Activity: From the first record to the last, write each one out again exactly.

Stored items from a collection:
=======

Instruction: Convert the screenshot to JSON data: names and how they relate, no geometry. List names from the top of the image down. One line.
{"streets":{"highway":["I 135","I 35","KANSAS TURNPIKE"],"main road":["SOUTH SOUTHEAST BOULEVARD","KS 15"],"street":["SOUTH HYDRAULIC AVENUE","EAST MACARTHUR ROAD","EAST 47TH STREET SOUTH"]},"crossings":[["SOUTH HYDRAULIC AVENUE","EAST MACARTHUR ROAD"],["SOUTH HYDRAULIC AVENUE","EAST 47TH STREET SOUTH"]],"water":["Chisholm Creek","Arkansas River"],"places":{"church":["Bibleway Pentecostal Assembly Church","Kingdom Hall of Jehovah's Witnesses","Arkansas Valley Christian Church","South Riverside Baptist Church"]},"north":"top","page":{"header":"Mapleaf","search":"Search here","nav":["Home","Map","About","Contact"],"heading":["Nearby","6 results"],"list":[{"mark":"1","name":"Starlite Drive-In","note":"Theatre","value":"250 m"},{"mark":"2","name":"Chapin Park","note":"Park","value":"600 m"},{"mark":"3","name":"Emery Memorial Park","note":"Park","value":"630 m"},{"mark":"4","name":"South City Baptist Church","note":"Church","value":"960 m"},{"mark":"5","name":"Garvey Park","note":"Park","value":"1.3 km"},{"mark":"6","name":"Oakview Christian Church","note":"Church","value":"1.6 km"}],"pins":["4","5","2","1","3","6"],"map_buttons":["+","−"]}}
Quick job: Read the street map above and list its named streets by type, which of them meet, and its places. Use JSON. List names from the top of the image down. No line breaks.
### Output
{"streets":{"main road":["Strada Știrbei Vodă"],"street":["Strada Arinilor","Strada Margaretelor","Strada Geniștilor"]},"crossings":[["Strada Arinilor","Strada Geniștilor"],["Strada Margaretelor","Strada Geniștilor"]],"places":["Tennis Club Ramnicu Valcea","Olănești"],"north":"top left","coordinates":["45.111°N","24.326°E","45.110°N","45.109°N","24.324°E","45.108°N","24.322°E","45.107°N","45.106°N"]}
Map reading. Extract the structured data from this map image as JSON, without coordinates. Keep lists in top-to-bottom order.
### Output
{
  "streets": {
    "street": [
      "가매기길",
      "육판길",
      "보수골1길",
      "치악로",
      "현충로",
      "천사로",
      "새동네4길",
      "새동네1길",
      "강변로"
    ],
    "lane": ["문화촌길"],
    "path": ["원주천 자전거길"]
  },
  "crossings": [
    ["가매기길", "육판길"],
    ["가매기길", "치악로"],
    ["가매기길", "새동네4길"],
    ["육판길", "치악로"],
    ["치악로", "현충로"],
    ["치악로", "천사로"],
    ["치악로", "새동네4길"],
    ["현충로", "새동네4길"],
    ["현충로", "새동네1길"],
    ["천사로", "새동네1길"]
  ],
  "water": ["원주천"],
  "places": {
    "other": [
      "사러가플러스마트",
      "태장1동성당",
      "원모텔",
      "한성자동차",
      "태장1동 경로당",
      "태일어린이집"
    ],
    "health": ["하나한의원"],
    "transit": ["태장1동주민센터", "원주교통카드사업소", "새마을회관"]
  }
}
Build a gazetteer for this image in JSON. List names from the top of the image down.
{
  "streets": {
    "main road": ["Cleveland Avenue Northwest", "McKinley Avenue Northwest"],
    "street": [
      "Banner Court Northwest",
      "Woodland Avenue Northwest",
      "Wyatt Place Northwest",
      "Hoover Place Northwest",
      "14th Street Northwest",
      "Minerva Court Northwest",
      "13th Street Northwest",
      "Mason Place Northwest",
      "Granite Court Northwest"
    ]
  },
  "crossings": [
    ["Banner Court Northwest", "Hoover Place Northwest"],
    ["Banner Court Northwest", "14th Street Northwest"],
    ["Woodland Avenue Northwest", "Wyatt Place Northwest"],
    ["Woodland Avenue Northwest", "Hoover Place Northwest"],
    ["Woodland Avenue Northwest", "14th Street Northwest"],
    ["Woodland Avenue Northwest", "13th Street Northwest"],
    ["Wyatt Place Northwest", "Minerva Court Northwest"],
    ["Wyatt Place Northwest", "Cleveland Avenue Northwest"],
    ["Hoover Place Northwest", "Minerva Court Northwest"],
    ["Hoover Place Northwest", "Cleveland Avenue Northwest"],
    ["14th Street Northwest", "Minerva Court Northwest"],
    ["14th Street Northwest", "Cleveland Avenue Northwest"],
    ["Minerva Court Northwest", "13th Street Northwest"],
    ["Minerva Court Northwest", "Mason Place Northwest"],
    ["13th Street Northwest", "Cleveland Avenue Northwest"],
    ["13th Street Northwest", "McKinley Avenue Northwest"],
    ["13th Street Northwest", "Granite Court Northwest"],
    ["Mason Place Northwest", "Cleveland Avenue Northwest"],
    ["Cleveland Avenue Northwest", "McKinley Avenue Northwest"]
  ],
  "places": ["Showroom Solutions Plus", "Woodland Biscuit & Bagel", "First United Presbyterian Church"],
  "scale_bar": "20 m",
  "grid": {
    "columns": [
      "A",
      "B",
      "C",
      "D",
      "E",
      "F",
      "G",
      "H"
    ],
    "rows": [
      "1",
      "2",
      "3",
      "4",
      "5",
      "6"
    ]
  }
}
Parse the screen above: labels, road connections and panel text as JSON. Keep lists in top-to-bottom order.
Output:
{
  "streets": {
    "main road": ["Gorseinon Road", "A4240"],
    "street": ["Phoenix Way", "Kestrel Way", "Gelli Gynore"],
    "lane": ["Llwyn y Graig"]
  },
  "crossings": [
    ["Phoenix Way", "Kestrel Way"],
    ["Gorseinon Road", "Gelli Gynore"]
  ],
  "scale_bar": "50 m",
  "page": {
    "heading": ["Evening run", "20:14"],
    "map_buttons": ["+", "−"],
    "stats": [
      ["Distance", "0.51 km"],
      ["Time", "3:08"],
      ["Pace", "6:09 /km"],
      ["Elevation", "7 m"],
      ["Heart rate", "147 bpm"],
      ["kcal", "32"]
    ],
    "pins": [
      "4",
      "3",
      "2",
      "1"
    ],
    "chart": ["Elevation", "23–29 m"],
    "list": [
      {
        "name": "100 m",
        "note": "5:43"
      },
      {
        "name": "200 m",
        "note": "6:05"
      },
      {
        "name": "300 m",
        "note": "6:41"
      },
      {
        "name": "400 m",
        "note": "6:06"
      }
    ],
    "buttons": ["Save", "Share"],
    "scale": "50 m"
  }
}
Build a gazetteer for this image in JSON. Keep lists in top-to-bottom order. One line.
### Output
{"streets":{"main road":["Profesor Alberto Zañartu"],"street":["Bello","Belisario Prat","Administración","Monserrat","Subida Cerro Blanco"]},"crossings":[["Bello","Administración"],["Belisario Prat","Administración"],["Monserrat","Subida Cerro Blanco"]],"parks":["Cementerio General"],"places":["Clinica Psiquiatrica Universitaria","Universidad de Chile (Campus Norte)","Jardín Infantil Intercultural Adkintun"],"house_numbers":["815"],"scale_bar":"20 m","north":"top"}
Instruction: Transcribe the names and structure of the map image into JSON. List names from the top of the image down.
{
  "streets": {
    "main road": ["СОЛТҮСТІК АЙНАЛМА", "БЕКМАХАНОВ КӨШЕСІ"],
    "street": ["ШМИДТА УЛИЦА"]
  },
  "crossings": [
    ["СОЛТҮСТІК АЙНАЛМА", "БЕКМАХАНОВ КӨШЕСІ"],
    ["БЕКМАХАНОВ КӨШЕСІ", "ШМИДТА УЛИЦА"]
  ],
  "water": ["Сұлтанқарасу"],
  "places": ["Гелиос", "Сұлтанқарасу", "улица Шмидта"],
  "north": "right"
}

=======

Written solution:
Instruction: Convert the screenshot to JSON data: names and how they relate, no geometry. List names from the top of the image down. One line.
{"streets":{"highway":["I 135","I 35","KANSAS TURNPIKE"],"main road":["SOUTH SOUTHEAST BOULEVARD","KS 15"],"street":["SOUTH HYDRAULIC AVENUE","EAST MACARTHUR ROAD","EAST 47TH STREET SOUTH"]},"crossings":[["SOUTH HYDRAULIC AVENUE","EAST MACARTHUR ROAD"],["SOUTH HYDRAULIC AVENUE","EAST 47TH STREET SOUTH"]],"water":["Chisholm Creek","Arkansas River"],"places":{"church":["Bibleway Pentecostal Assembly Church","Kingdom Hall of Jehovah's Witnesses","Arkansas Valley Christian Church","South Riverside Baptist Church"]},"north":"top","page":{"header":"Mapleaf","search":"Search here","nav":["Home","Map","About","Contact"],"heading":["Nearby","6 results"],"list":[{"mark":"1","name":"Starlite Drive-In","note":"Theatre","value":"250 m"},{"mark":"2","name":"Chapin Park","note":"Park","value":"600 m"},{"mark":"3","name":"Emery Memorial Park","note":"Park","value":"630 m"},{"mark":"4","name":"South City Baptist Church","note":"Church","value":"960 m"},{"mark":"5","name":"Garvey Park","note":"Park","value":"1.3 km"},{"mark":"6","name":"Oakview Christian Church","note":"Church","value":"1.6 km"}],"pins":["4","5","2","1","3","6"],"map_buttons":["+","−"]}}
Quick job: Read the street map above and list its named streets by type, which of them meet, and its places. Use JSON. List names from the top of the image down. No line breaks.
### Output
{"streets":{"main road":["Strada Știrbei Vodă"],"street":["Strada Arinilor","Strada Margaretelor","Strada Geniștilor"]},"crossings":[["Strada Arinilor","Strada Geniștilor"],["Strada Margaretelor","Strada Geniștilor"]],"places":["Tennis Club Ramnicu Valcea","Olănești"],"north":"top left","coordinates":["45.111°N","24.326°E","45.110°N","45.109°N","24.324°E","45.108°N","24.322°E","45.107°N","45.106°N"]}
Map reading. Extract the structured data from this map image as JSON, without coordinates. Keep lists in top-to-bottom order.
### Output
{
  "streets": {
    "street": [
      "가매기길",
      "육판길",
      "보수골1길",
      "치악로",
      "현충로",
      "천사로",
      "새동네4길",
      "새동네1길",
      "강변로"
    ],
    "lane": ["문화촌길"],
    "path": ["원주천 자전거길"]
  },
  "crossings": [
    ["가매기길", "육판길"],
    ["가매기길", "치악로"],
    ["가매기길", "새동네4길"],
    ["육판길", "치악로"],
    ["치악로", "현충로"],
    ["치악로", "천사로"],
    ["치악로", "새동네4길"],
    ["현충로", "새동네4길"],
    ["현충로", "새동네1길"],
    ["천사로", "새동네1길"]
  ],
  "water": ["원주천"],
  "places": {
    "other": [
      "사러가플러스마트",
      "태장1동성당",
      "원모텔",
      "한성자동차",
      "태장1동 경로당",
      "태일어린이집"
    ],
    "health": ["하나한의원"],
    "transit": ["태장1동주민센터", "원주교통카드사업소", "새마을회관"]
  }
}
Build a gazetteer for this image in JSON. List names from the top of the image down.
{
  "streets": {
    "main road": ["Cleveland Avenue Northwest", "McKinley Avenue Northwest"],
    "street": [
      "Banner Court Northwest",
      "Woodland Avenue Northwest",
      "Wyatt Place Northwest",
      "Hoover Place Northwest",
      "14th Street Northwest",
      "Minerva Court Northwest",
      "13th Street Northwest",
      "Mason Place Northwest",
      "Granite Court Northwest"
    ]
  },
  "crossings": [
    ["Banner Court Northwest", "Hoover Place Northwest"],
    ["Banner Court Northwest", "14th Street Northwest"],
    ["Woodland Avenue Northwest", "Wyatt Place Northwest"],
    ["Woodland Avenue Northwest", "Hoover Place Northwest"],
    ["Woodland Avenue Northwest", "14th Street Northwest"],
    ["Woodland Avenue Northwest", "13th Street Northwest"],
    ["Wyatt Place Northwest", "Minerva Court Northwest"],
    ["Wyatt Place Northwest", "Cleveland Avenue Northwest"],
    ["Hoover Place Northwest", "Minerva Court Northwest"],
    ["Hoover Place Northwest", "Cleveland Avenue Northwest"],
    ["14th Street Northwest", "Minerva Court Northwest"],
    ["14th Street Northwest", "Cleveland Avenue Northwest"],
    ["Minerva Court Northwest", "13th Street Northwest"],
    ["Minerva Court Northwest", "Mason Place Northwest"],
    ["13th Street Northwest", "Cleveland Avenue Northwest"],
    ["13th Street Northwest", "McKinley Avenue Northwest"],
    ["13th Street Northwest", "Granite Court Northwest"],
    ["Mason Place Northwest", "Cleveland Avenue Northwest"],
    ["Cleveland Avenue Northwest", "McKinley Avenue Northwest"]
  ],
  "places": ["Showroom Solutions Plus", "Woodland Biscuit & Bagel", "First United Presbyterian Church"],
  "scale_bar": "20 m",
  "grid": {
    "columns": [
      "A",
      "B",
      "C",
      "D",
      "E",
      "F",
      "G",
      "H"
    ],
    "rows": [
      "1",
      "2",
      "3",
      "4",
      "5",
      "6"
    ]
  }
}
Parse the screen above: labels, road connections and panel text as JSON. Keep lists in top-to-bottom order.
Output:
{
  "streets": {
    "main road": ["Gorseinon Road", "A4240"],
    "street": ["Phoenix Way", "Kestrel Way", "Gelli Gynore"],
    "lane": ["Llwyn y Graig"]
  },
  "crossings": [
    ["Phoenix Way", "Kestrel Way"],
    ["Gorseinon Road", "Gelli Gynore"]
  ],
  "scale_bar": "50 m",
  "page": {
    "heading": ["Evening run", "20:14"],
    "map_buttons": ["+", "−"],
    "stats": [
      ["Distance", "0.51 km"],
      ["Time", "3:08"],
      ["Pace", "6:09 /km"],
      ["Elevation", "7 m"],
      ["Heart rate", "147 bpm"],
      ["kcal", "32"]
    ],
    "pins": [
      "4",
      "3",
      "2",
      "1"
    ],
    "chart": ["Elevation", "23–29 m"],
    "list": [
      {
        "name": "100 m",
        "note": "5:43"
      },
      {
        "name": "200 m",
        "note": "6:05"
      },
      {
        "name": "300 m",
        "note": "6:41"
      },
      {
        "name": "400 m",
        "note": "6:06"
      }
    ],
    "buttons": ["Save", "Share"],
    "scale": "50 m"
  }
}
Build a gazetteer for this image in JSON. Keep lists in top-to-bottom order. One line.
### Output
{"streets":{"main road":["Profesor Alberto Zañartu"],"street":["Bello","Belisario Prat","Administración","Monserrat","Subida Cerro Blanco"]},"crossings":[["Bello","Administración"],["Belisario Prat","Administración"],["Monserrat","Subida Cerro Blanco"]],"parks":["Cementerio General"],"places":["Clinica Psiquiatrica Universitaria","Universidad de Chile (Campus Norte)","Jardín Infantil Intercultural Adkintun"],"house_numbers":["815"],"scale_bar":"20 m","north":"top"}
Instruction: Transcribe the names and structure of the map image into JSON. List names from the top of the image down.
{
  "streets": {
    "main road": ["СОЛТҮСТІК АЙНАЛМА", "БЕКМАХАНОВ КӨШЕСІ"],
    "street": ["ШМИДТА УЛИЦА"]
  },
  "crossings": [
    ["СОЛТҮСТІК АЙНАЛМА", "БЕКМАХАНОВ КӨШЕСІ"],
    ["БЕКМАХАНОВ КӨШЕСІ", "ШМИДТА УЛИЦА"]
  ],
  "water": ["Сұлтанқарасу"],
  "places": ["Гелиос", "Сұлтанқарасу", "улица Шмидта"],
  "north": "right"
}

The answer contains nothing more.